Start of Data under study

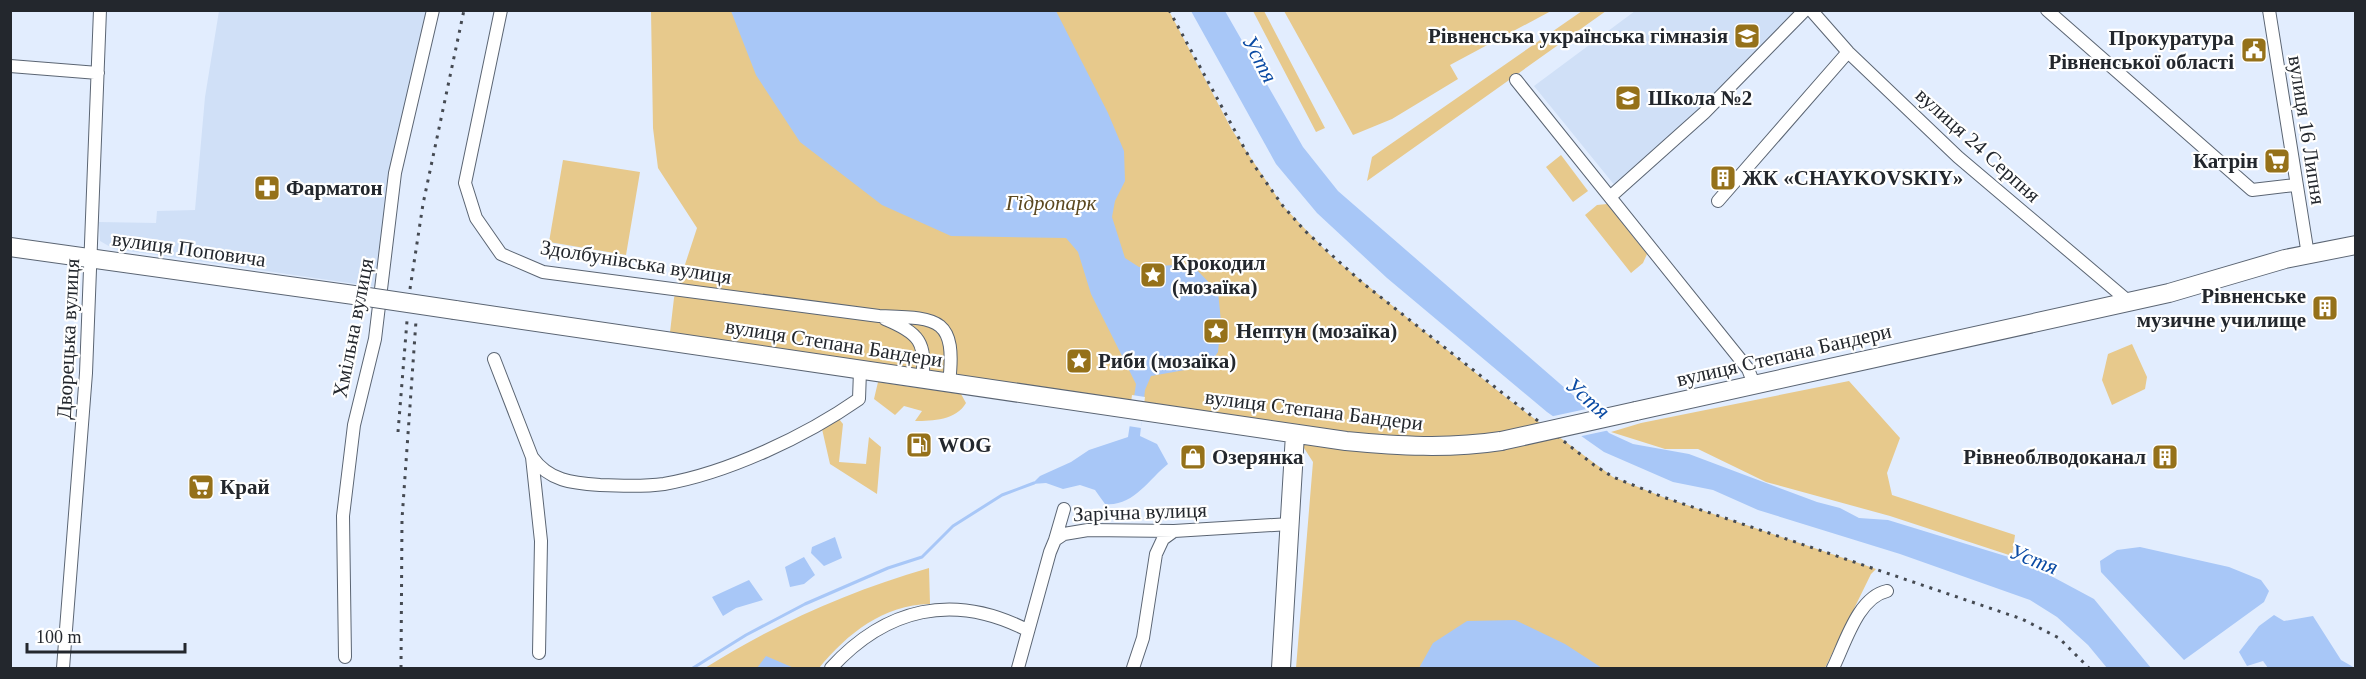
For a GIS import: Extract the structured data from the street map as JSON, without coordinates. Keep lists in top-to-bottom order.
{
  "streets": {
    "main road": ["вулиця Поповича", "вулиця Степана Бандери"],
    "street": [
      "вулиця 16 Липня",
      "вулиця 24 Серпня",
      "Здолбунівська вулиця",
      "Хмільна вулиця",
      "Дворецька вулиця",
      "Зарічна вулиця"
    ]
  },
  "crossings": [
    ["вулиця 16 Липня", "вулиця Степана Бандери"],
    ["вулиця 24 Серпня", "вулиця Степана Бандери"],
    ["вулиця Поповича", "Дворецька вулиця"],
    ["вулиця Поповича", "вулиця Степана Бандери"],
    ["Здолбунівська вулиця", "вулиця Степана Бандери"]
  ],
  "water": ["Устя"],
  "parks": ["Гідропарк"],
  "places": {
    "school or university": ["Рівненська українська гімназія", "Школа №2"],
    "public building": ["Прокуратура Рівненської області"],
    "supermarket": ["Катрін", "Край"],
    "building": ["ЖК «CHAYKOVSKIY»", "Рівненське музичне училище", "Рівнеоблводоканал"],
    "pharmacy": ["Фарматон"],
    "place": ["Крокодил (мозаїка)", "Нептун (мозаїка)", "Риби (мозаїка)"],
    "fuel station": ["WOG"],
    "shop": ["Озерянка"]
  },
  "scale_bar": "100 m"
}
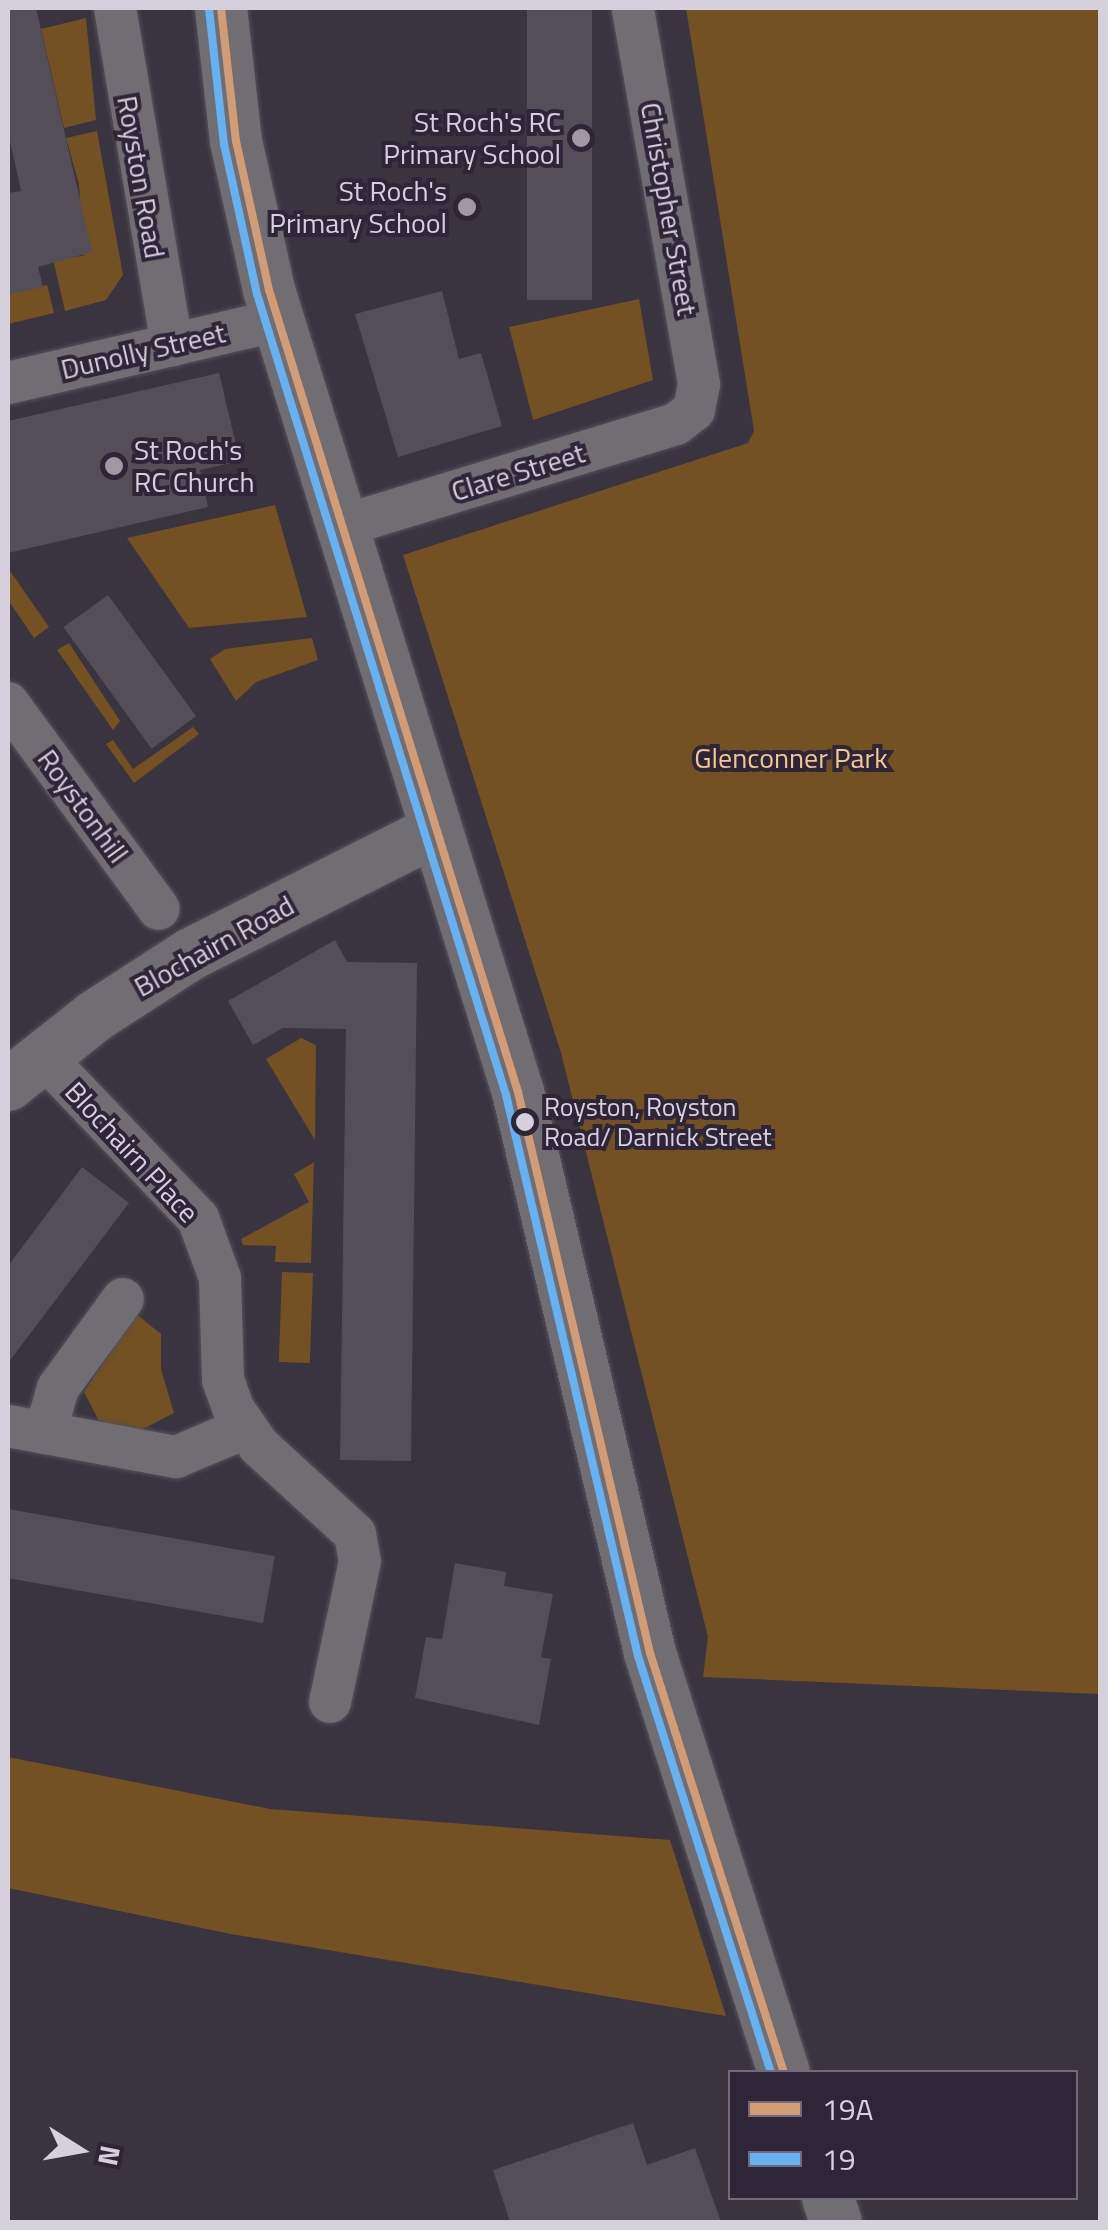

End of Data under study

Assignment:
Retype all the records exactly and keep out every picture.

Your solution:
For a GIS import: Extract the structured data from the street map as JSON, without coordinates. Keep lists in top-to-bottom order.
{
  "streets": {
    "main road": ["вулиця Поповича", "вулиця Степана Бандери"],
    "street": [
      "вулиця 16 Липня",
      "вулиця 24 Серпня",
      "Здолбунівська вулиця",
      "Хмільна вулиця",
      "Дворецька вулиця",
      "Зарічна вулиця"
    ]
  },
  "crossings": [
    ["вулиця 16 Липня", "вулиця Степана Бандери"],
    ["вулиця 24 Серпня", "вулиця Степана Бандери"],
    ["вулиця Поповича", "Дворецька вулиця"],
    ["вулиця Поповича", "вулиця Степана Бандери"],
    ["Здолбунівська вулиця", "вулиця Степана Бандери"]
  ],
  "water": ["Устя"],
  "parks": ["Гідропарк"],
  "places": {
    "school or university": ["Рівненська українська гімназія", "Школа №2"],
    "public building": ["Прокуратура Рівненської області"],
    "supermarket": ["Катрін", "Край"],
    "building": ["ЖК «CHAYKOVSKIY»", "Рівненське музичне училище", "Рівнеоблводоканал"],
    "pharmacy": ["Фарматон"],
    "place": ["Крокодил (мозаїка)", "Нептун (мозаїка)", "Риби (мозаїка)"],
    "fuel station": ["WOG"],
    "shop": ["Озерянка"]
  },
  "scale_bar": "100 m"
}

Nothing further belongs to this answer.